また、新しいiPad Proでは、256GBおよび512GBモデルの標準ユニファイドメモリ容量が、M4世代の8GBから12GBへと50パーセント増加しました。ユニファイドメモリ帯域幅もM4より約30パーセント増加し153GB/sに達しており、より大規模なAIモデルを完全にデバイス上で実行できるようになります。
ディスプレイと通信機能の進化
Ultra Retina XDRディスプレイの機能
iPad Proは、引き続きUltra Retina XDRディスプレイ(タンデムOLEDテクノロジーを採用)を搭載しています。
- 輝度:SDRおよびHDRコンテンツで1,000ニト(フルスクリーン)に対応し、HDRでは1,600ニトのピーク輝度に対応します。
- オプション:高い品質で色を扱うワークフローや難しい光の条件下で作業するユーザー向けに、映り込みを減らすNano-textureディスプレイガラスのオプションが提供されています。
- 外部ディスプレイ:最大120Hzの外部ディスプレイを使用できるようになり、新たにAdaptive Syncにも対応することで、ゲームなどの低レイテンシーが求められるクリエイティブなワークフローでパフォーマンスが向上します。
次世代ワイヤレス接続(N1およびC1Xチップ)
新型iPad Proは、最先端のワイヤレステクノロジーに対応するために、Appleが設計した新しいワイヤレスチップを搭載しました。
- N1チップ:全モデルに搭載され、Wi-Fi 7、Bluetooth 6、Threadを利用可能にします。N1チップは、5GHzネットワークでのパフォーマンス向上や、AirDropなどの機能の全体的な信頼性を向上させます。
- C1Xモデム:Wi-Fi + Cellularモデルに搭載され、M4搭載のiPad Proと比較して最大50パーセント高速なモバイルデータ通信パフォーマンスを実現します。また、モバイルデータ通信を利用している場合の消費電力はM4モデルよりも最大30パーセント少なくなります。

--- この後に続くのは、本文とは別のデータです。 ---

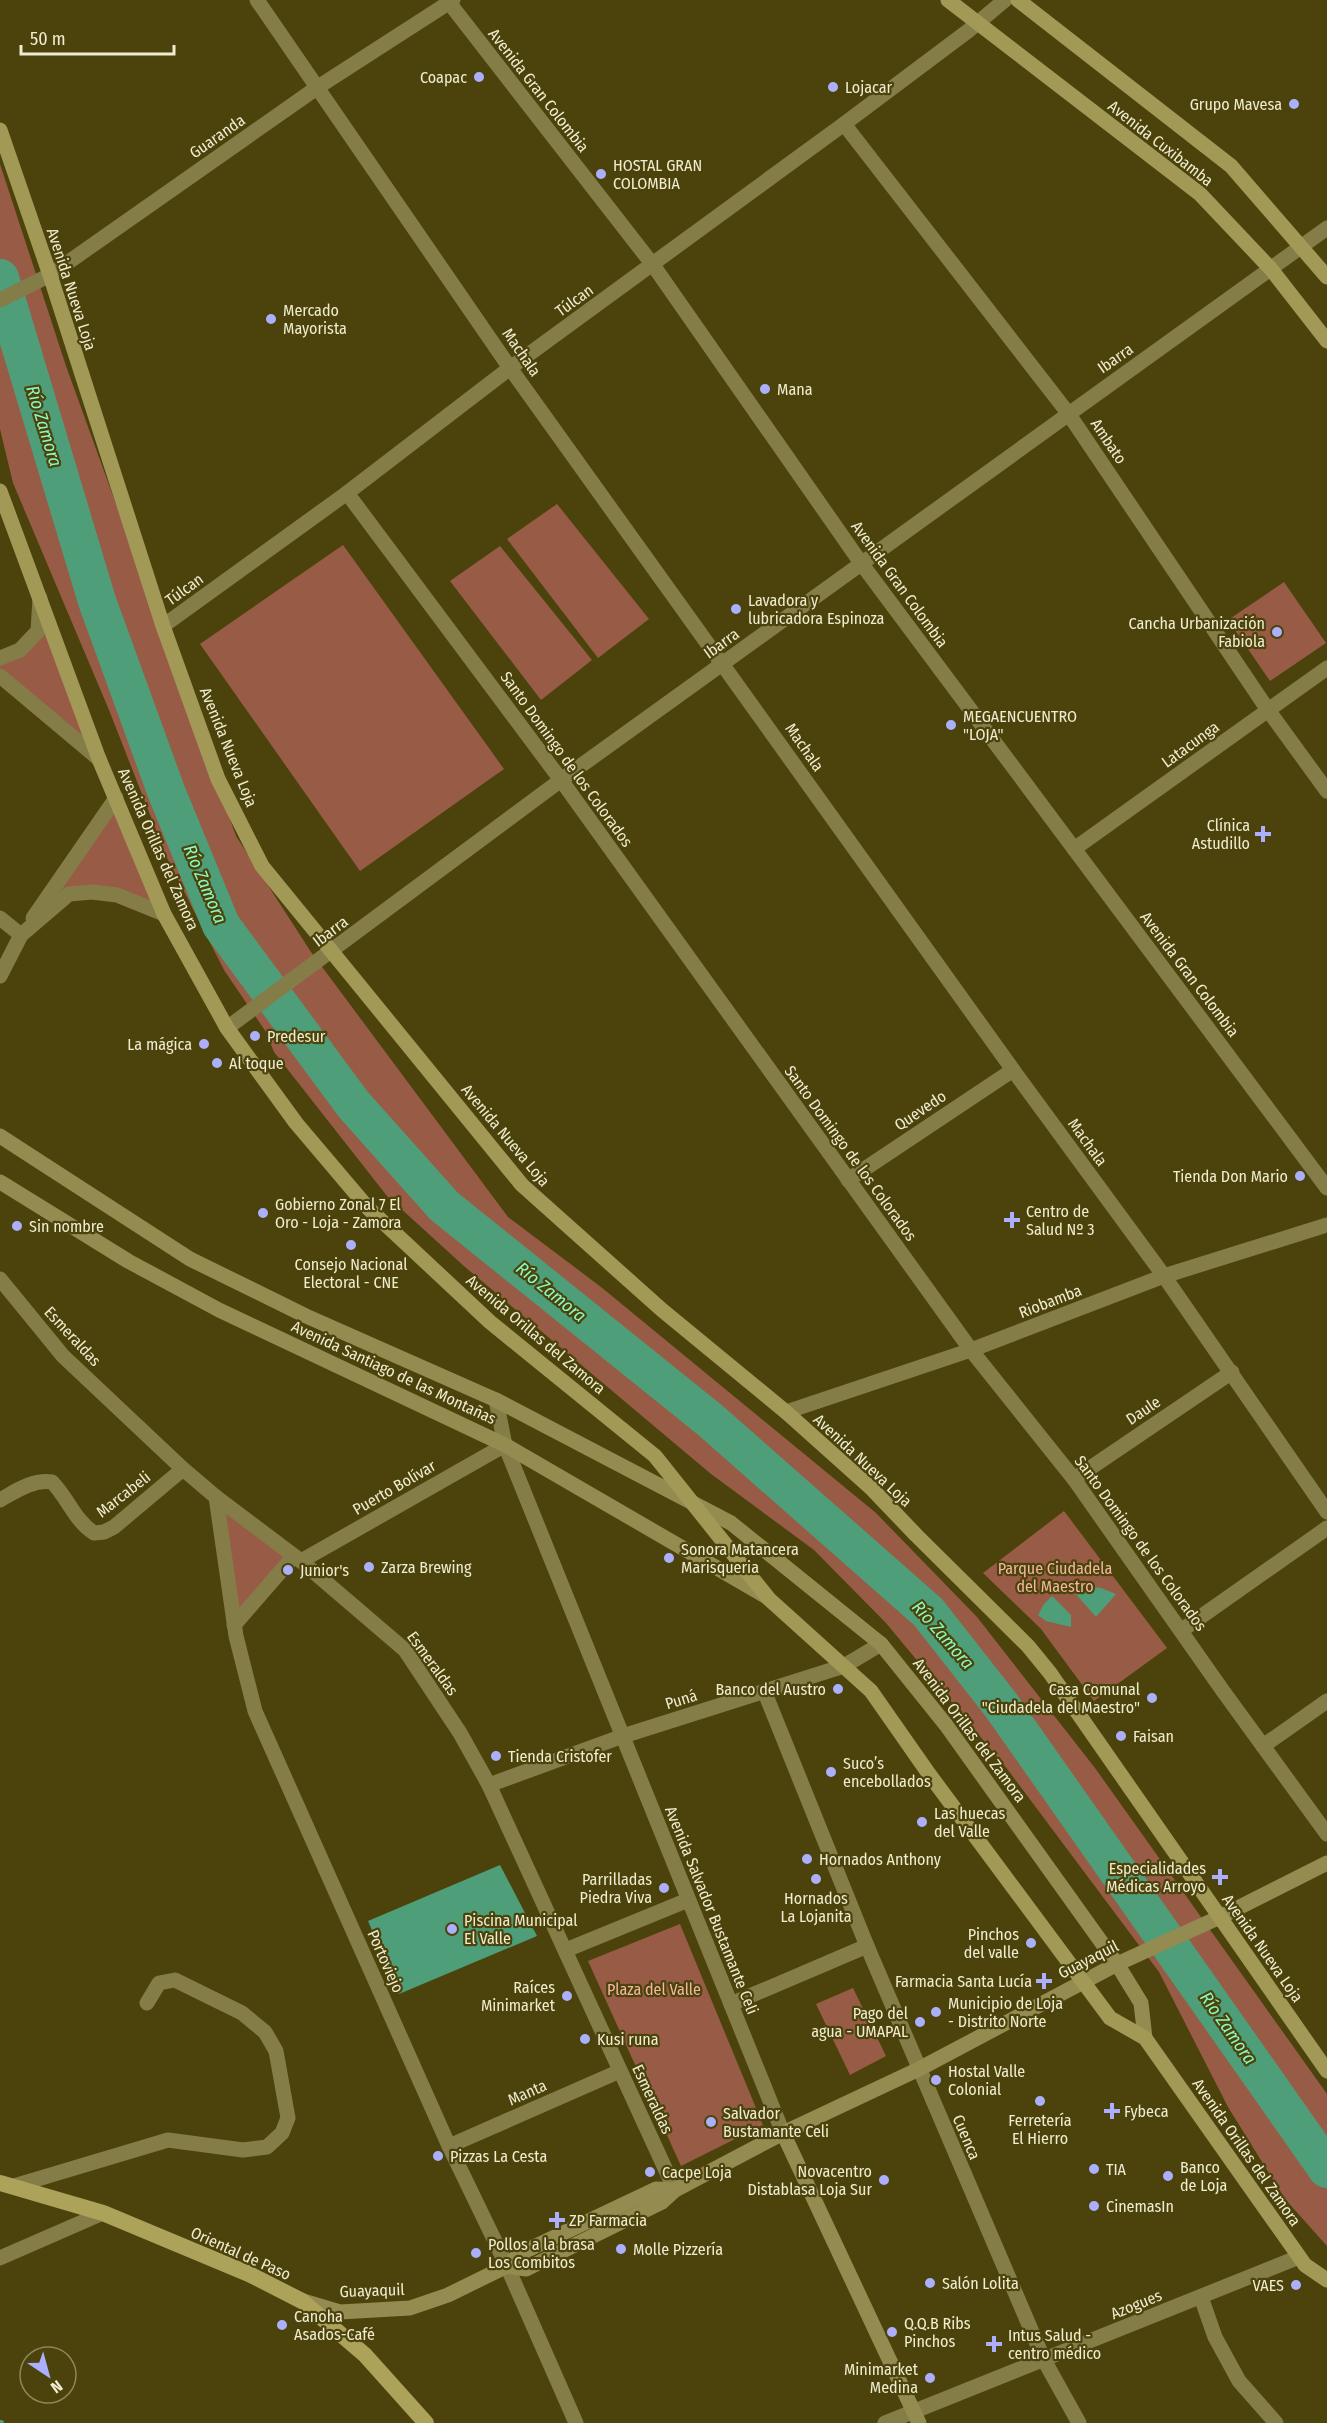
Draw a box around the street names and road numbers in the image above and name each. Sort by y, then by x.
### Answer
street label: Avenida Gran Colombia [484,25,593,156]
street label: Avenida Cuxibamba [1104,97,1217,190]
street label: Guaranda [186,110,249,162]
street label: Avenida Nueva Loja [43,226,100,353]
street label: Túlcan [552,280,597,321]
street label: Machala [498,325,545,380]
street label: Ibarra [1094,339,1137,377]
street label: Ambato [1087,415,1131,467]
street label: Avenida Gran Colombia [847,517,952,651]
street label: Túlcan [162,569,207,610]
street label: Ibarra [700,624,743,663]
street label: Santo Domingo de los Colorados [497,668,637,851]
street label: Avenida Nueva Loja [196,685,261,810]
street label: Latacunga [1158,717,1223,772]
street label: Machala [781,720,828,775]
street label: Avenida Orillas del Zamora [114,765,203,933]
street label: Avenida Gran Colombia [1136,908,1243,1041]
street label: Ibarra [309,912,352,951]
street label: Santo Domingo de los Colorados [781,1062,921,1245]
street label: Avenida Nueva Loja [457,1080,554,1190]
street label: Quevedo [891,1086,950,1135]
street label: Machala [1064,1115,1111,1170]
street label: Avenida Orillas del Zamora [462,1271,609,1398]
street label: Riobamba [1016,1281,1084,1322]
street label: Esmeraldas [40,1303,105,1370]
street label: Avenida Santiago de las Montañas [288,1317,499,1428]
street label: Daule [1122,1392,1164,1429]
street label: Avenida Nueva Loja [810,1410,916,1511]
street label: Santo Domingo de los Colorados [1071,1452,1211,1635]
street label: Puerto Bolívar [349,1456,440,1519]
street label: Marcabeli [92,1467,154,1521]
street label: Esmeraldas [403,1628,462,1699]
street label: Avenida Orillas del Zamora [909,1654,1030,1806]
street label: Puná [663,1686,700,1713]
street label: Avenida Salvador Bustamante Celi [661,1803,762,2017]
street label: Avenida Nueva Loja [1218,1891,1307,2006]
street label: Portoviejo [363,1927,408,1996]
street label: Guayaquil [1055,1936,1122,1983]
street label: Esmeraldas [628,2061,677,2137]
street label: Manta [505,2075,550,2109]
street label: Avenida Orillas del Zamora [1188,2075,1305,2230]
street label: Cuenca [949,2112,985,2163]
street label: Oriental de Paso [188,2223,294,2284]
street label: Guayaquil [339,2280,405,2301]
street label: Azogues [1108,2286,1165,2323]

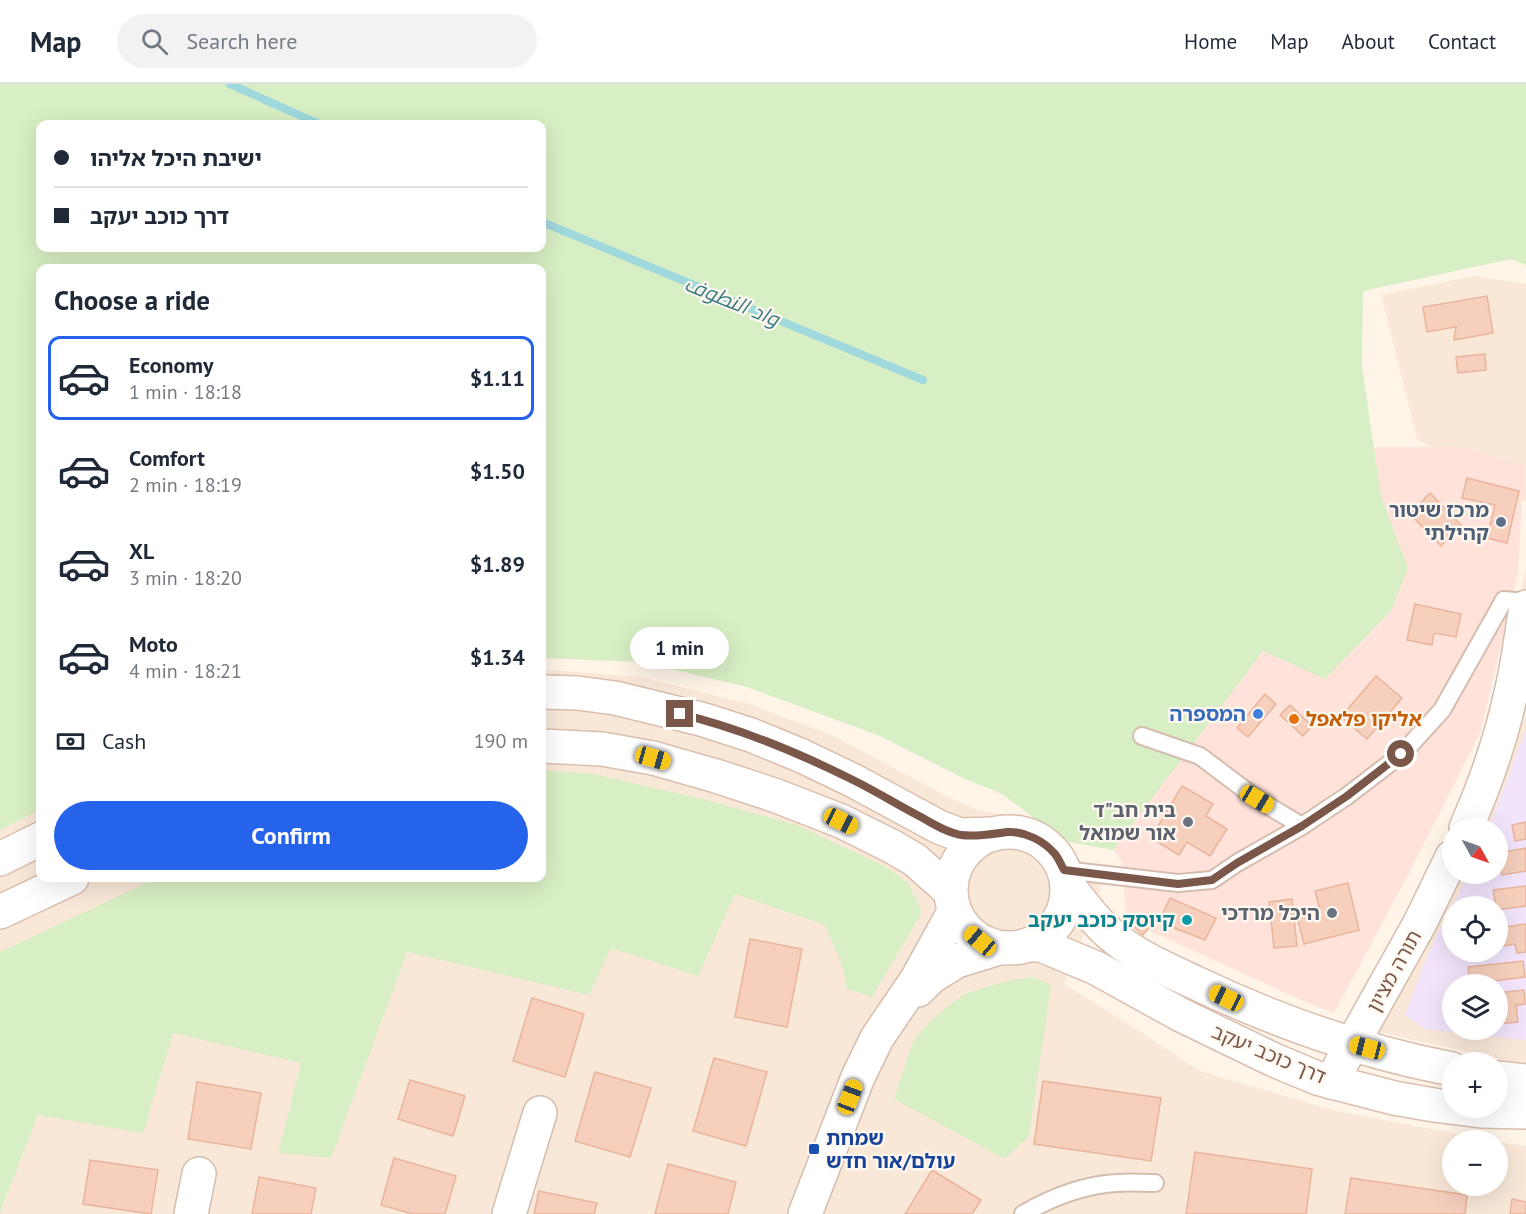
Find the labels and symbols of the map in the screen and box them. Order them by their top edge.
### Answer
water label: واد النطوف [681,270,785,333]
place label: מרכז שיטור קהילתי [1389,497,1489,546]
marker: מרכז שיטור קהילתי [1494,515,1508,529]
callout: 1 min [630,627,730,669]
route end [666,700,693,727]
place label: המספרה [1169,701,1246,727]
place label: אליקו פלאפל [1306,706,1422,732]
marker: המספרה [1251,707,1265,721]
marker: אליקו פלאפל [1287,712,1301,726]
route start [1387,740,1414,767]
car [633,744,673,772]
car [1237,782,1277,816]
place label: בית חב"ד אור שמואל [1079,797,1176,846]
car [821,805,861,837]
marker: בית חב"ד אור שמואל [1181,815,1195,829]
north arrow [1442,818,1508,884]
place label: היכל מרדכי [1221,900,1320,926]
marker: היכל מרדכי [1325,906,1339,920]
place label: קיוסק כוכב יעקב [1028,907,1175,933]
marker: קיוסק כוכב יעקב [1180,913,1194,927]
car [960,923,1000,959]
street label: תורה מציון [1361,925,1427,1017]
car [1206,982,1246,1014]
street label: דרך כוכב יעקב [1208,1018,1330,1090]
car [1347,1035,1387,1061]
car [835,1077,865,1117]
place label: שמחת עולם/אור חדש [826,1125,955,1174]
marker: שמחת עולם/אור חדש [807,1142,821,1156]

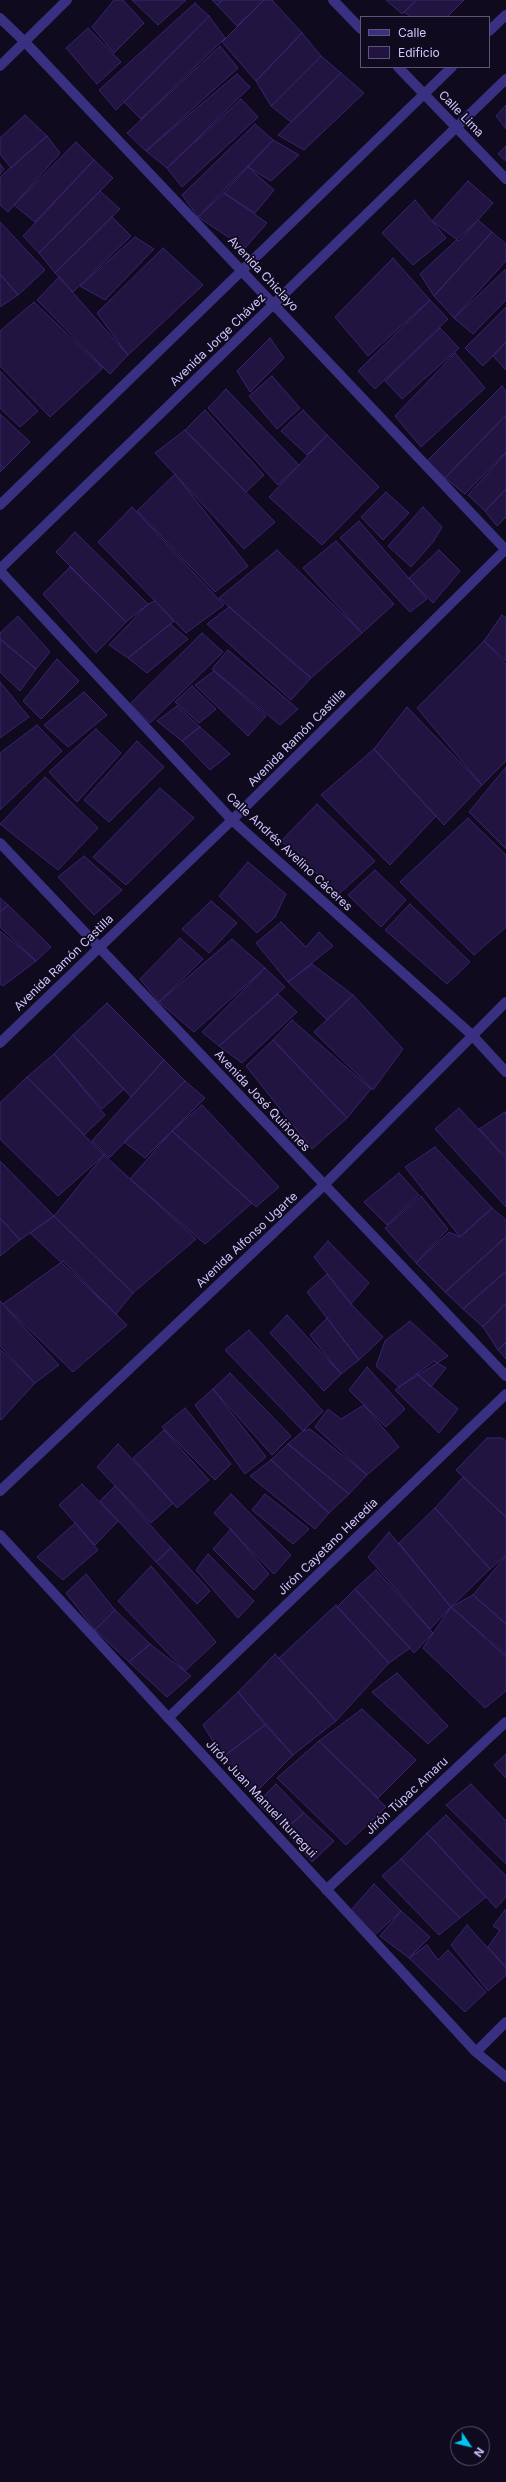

- 高速充電:高速充電に対応し、高ワット数のオプションのUSB-C電源アダプタ(40Wダイナミック電源アダプタなど)を使用すると、約30分で最大50パーセントまで充電できます。
対応アクセサリの互換性
M5搭載の新しいiPad Proは、Apple Pencil ProとApple Pencil(USB-C)の両方に対応しています。
Apple Pencil Proは、スクイーズやバレルロール、触覚フィードバックといった先進的な機能を備え、iPad Pro上で直感的な操作やクリエイティブな作業を可能にします。新型iPad ProはM4モデルと同じ筐体デザインを継承しているため、既存のMagic Keyboardやケース類がそのまま使える利点があります。
M5 iPad ProとM4 iPad Proの違い
M5 iPad Proは、M4世代で実現した薄型デザインや有機ELディスプレイ(Ultra Retina XDR)といった外観の大きな進化を引き継ぎつつ、主に内部のチップセットとワイヤレス接続技術を刷新することで、AI時代への対応を強化したモデルです。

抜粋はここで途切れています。